Start of PROVIDED RECORDS
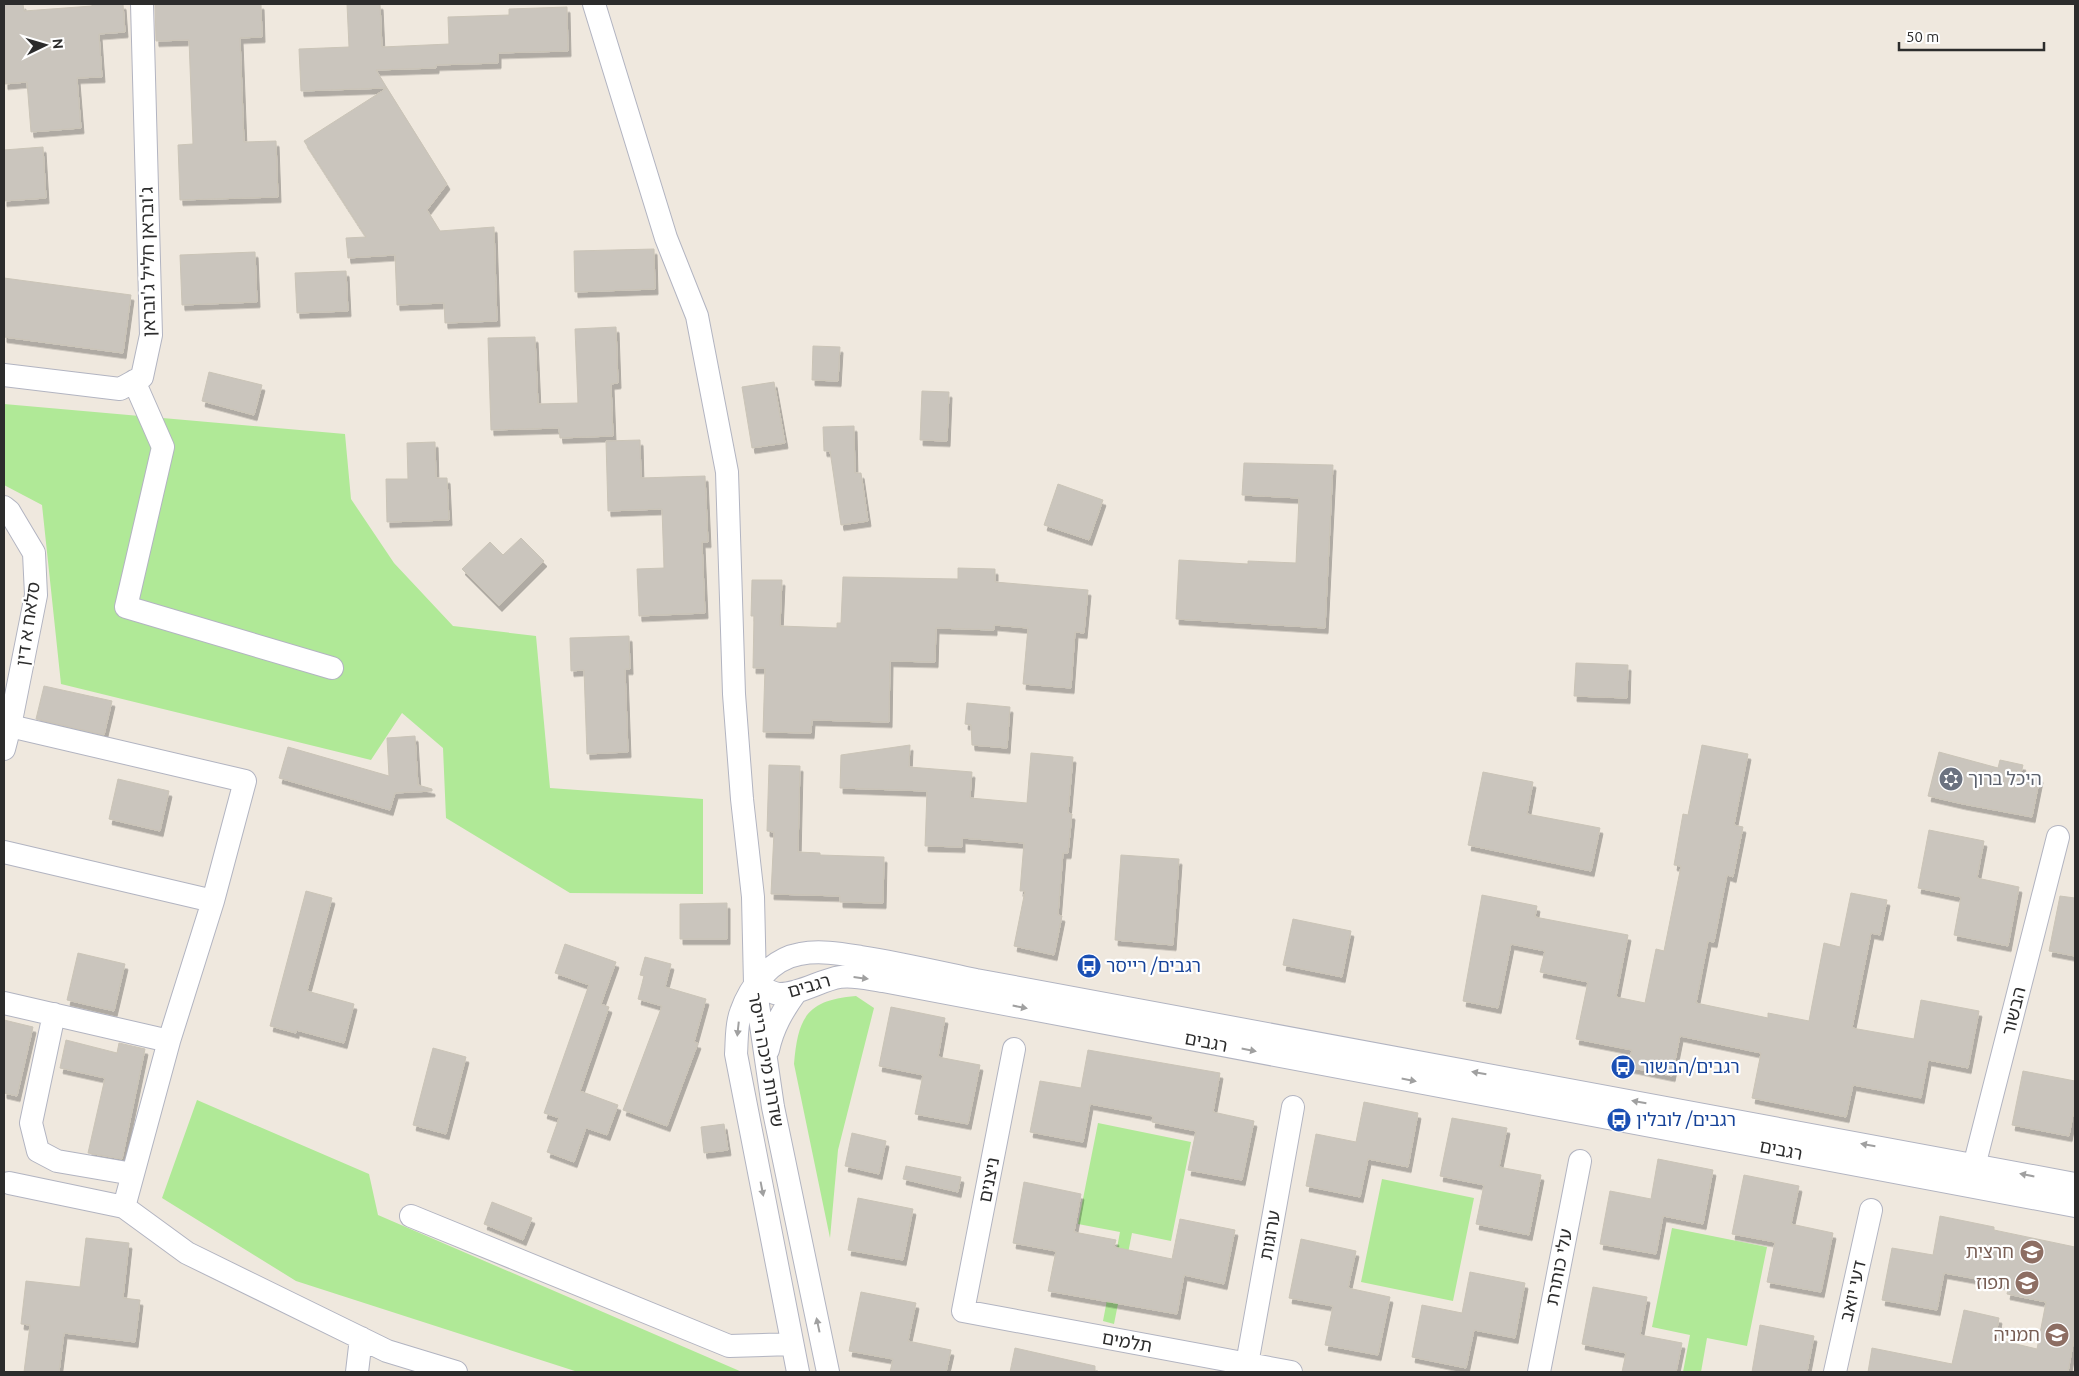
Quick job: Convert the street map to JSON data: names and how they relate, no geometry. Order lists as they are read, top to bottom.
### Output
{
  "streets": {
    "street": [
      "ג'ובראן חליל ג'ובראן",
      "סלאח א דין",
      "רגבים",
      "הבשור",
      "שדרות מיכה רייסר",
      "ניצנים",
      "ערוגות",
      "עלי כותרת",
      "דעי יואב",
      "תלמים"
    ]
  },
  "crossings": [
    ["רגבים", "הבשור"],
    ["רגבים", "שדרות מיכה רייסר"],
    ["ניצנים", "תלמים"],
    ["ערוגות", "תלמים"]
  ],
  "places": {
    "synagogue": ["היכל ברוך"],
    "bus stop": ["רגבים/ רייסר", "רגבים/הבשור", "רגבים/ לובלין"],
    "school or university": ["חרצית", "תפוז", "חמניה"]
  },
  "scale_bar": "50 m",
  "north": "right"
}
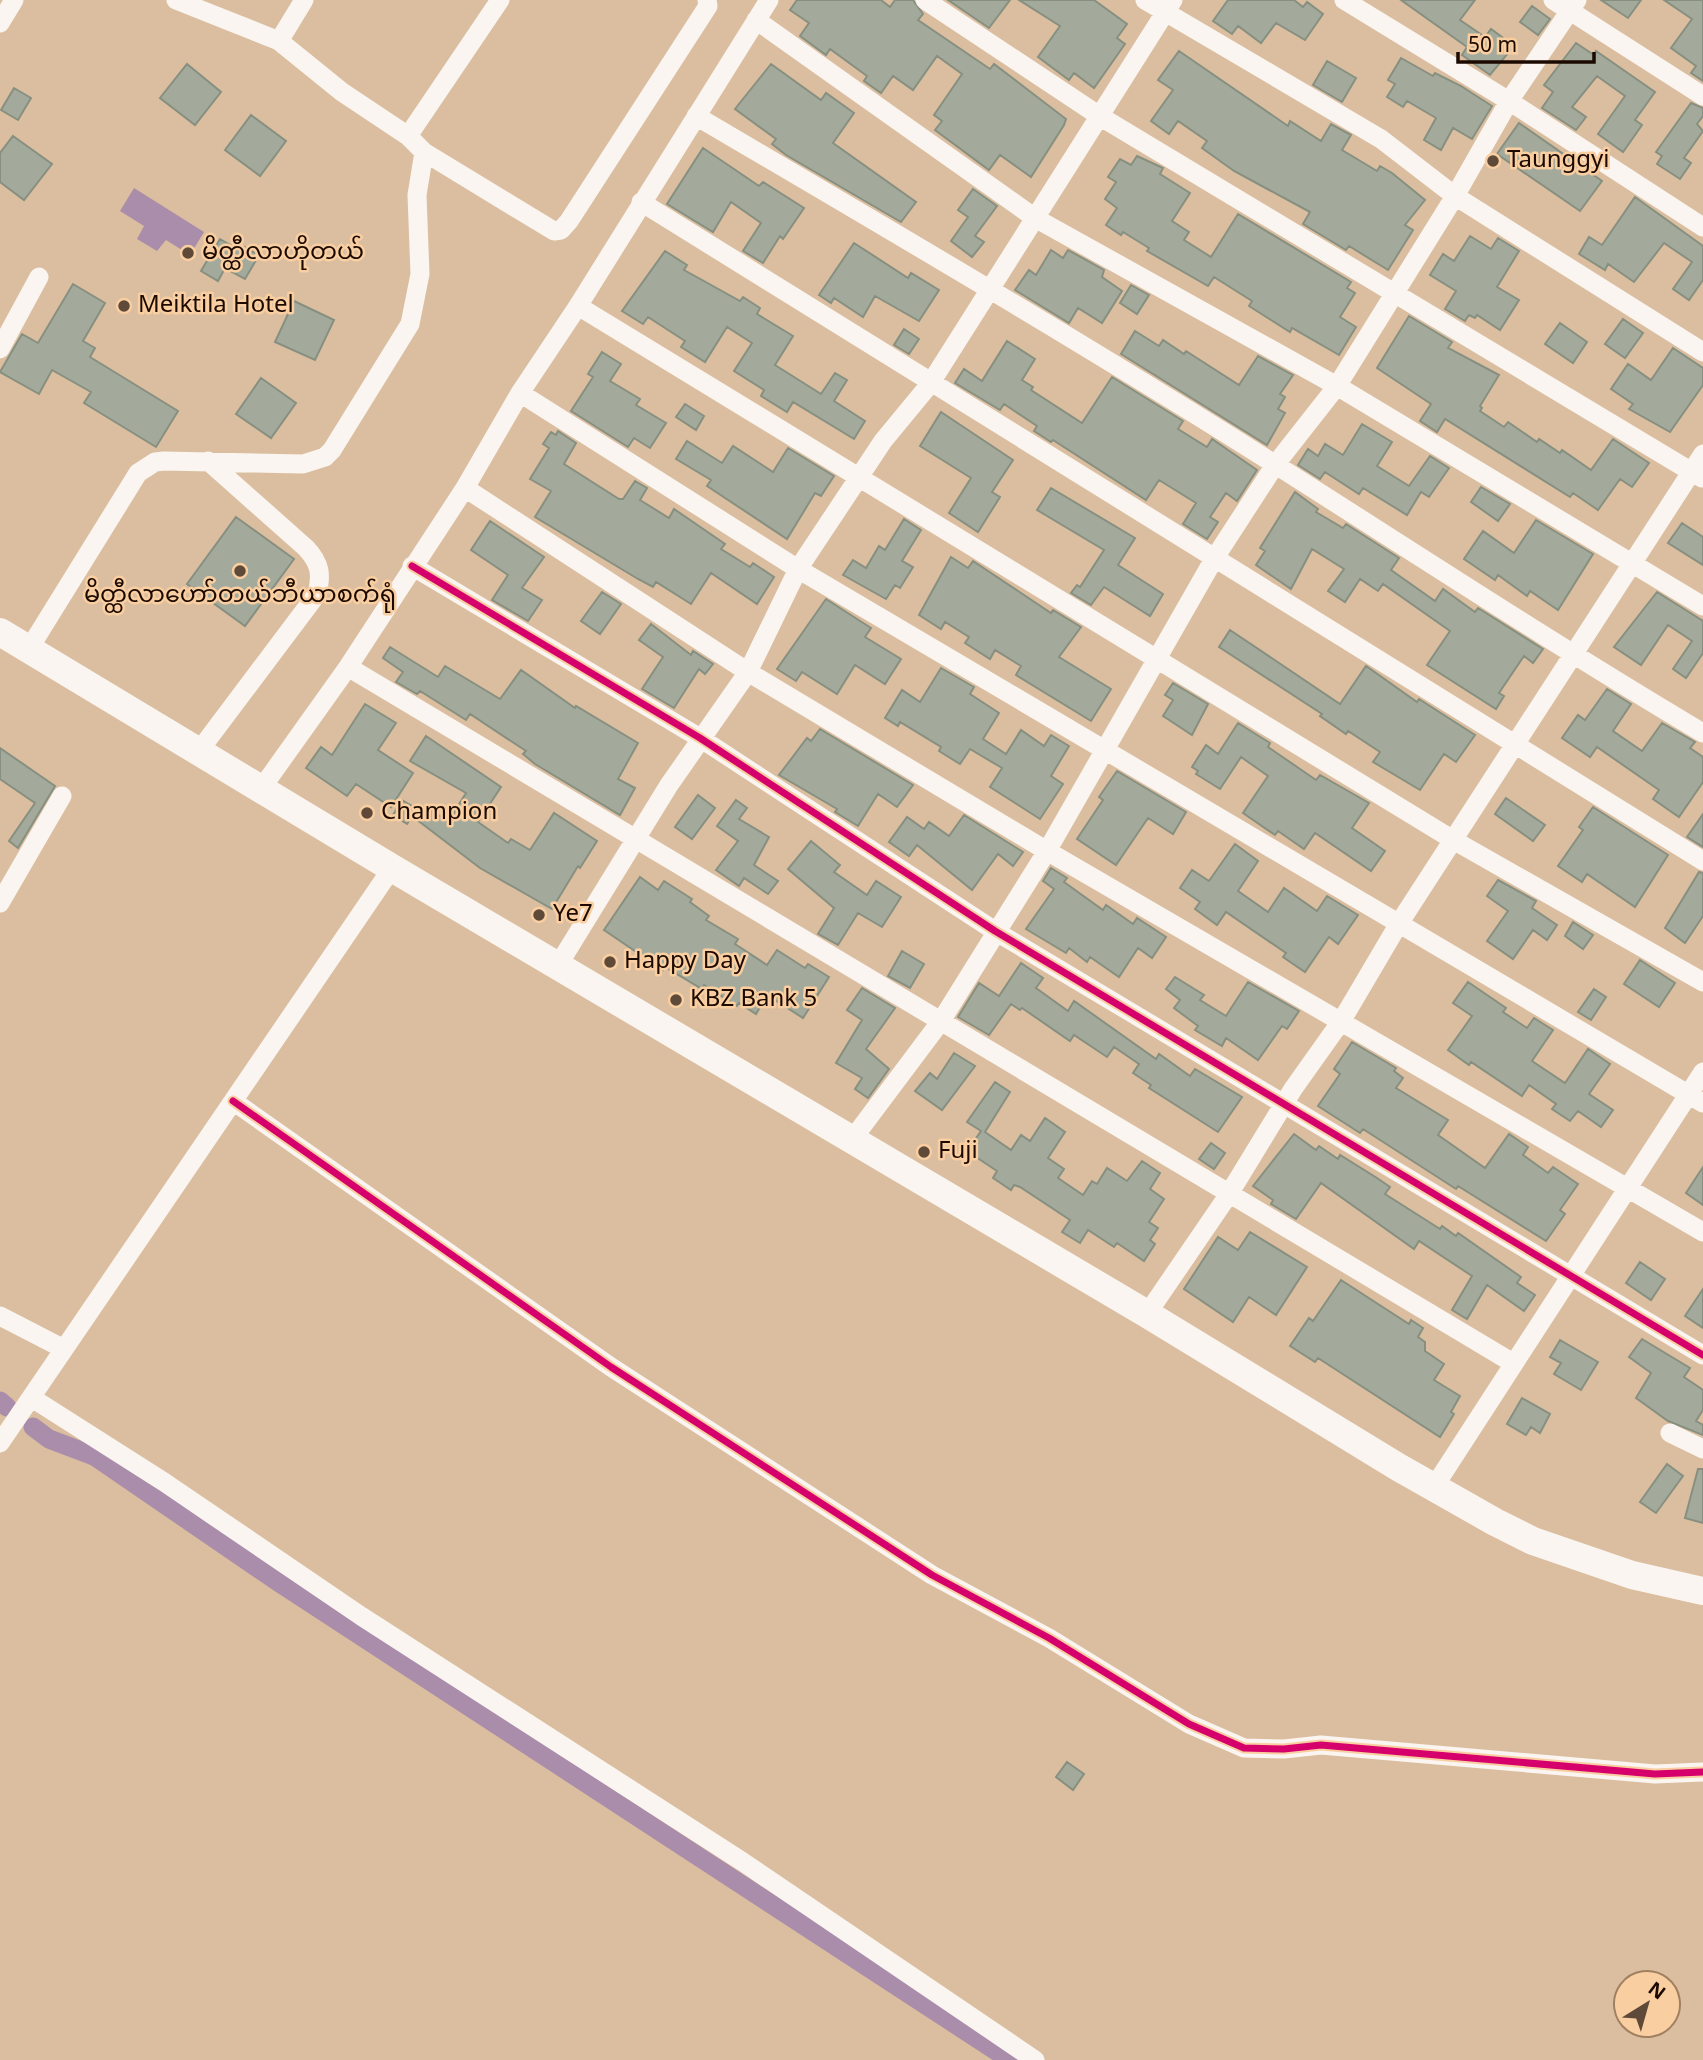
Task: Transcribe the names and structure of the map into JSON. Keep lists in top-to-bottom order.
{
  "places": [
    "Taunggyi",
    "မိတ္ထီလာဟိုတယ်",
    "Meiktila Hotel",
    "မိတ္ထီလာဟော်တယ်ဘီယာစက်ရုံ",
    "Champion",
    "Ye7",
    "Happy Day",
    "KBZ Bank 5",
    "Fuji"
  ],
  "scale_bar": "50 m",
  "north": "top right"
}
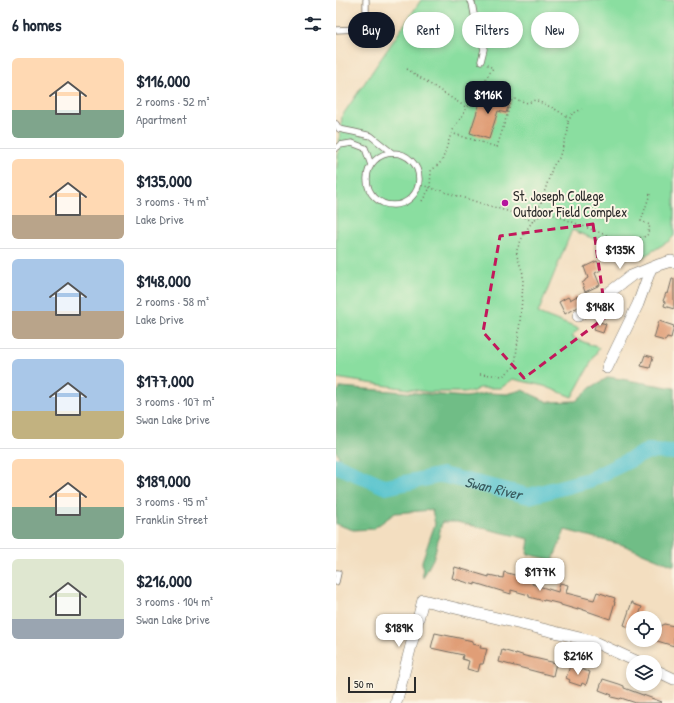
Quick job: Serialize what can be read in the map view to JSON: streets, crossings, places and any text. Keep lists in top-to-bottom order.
End of PROVIDED RECORDS
Wherever a line in the records contains the word "Quick", copy that line.

#### [TASK RESULT]
Quick job: Convert the street map to JSON data: names and how they relate, no geometry. Order lists as they are read, top to bottom.
Quick job: Serialize what can be read in the map view to JSON: streets, crossings, places and any text. Keep lists in top-to-bottom order.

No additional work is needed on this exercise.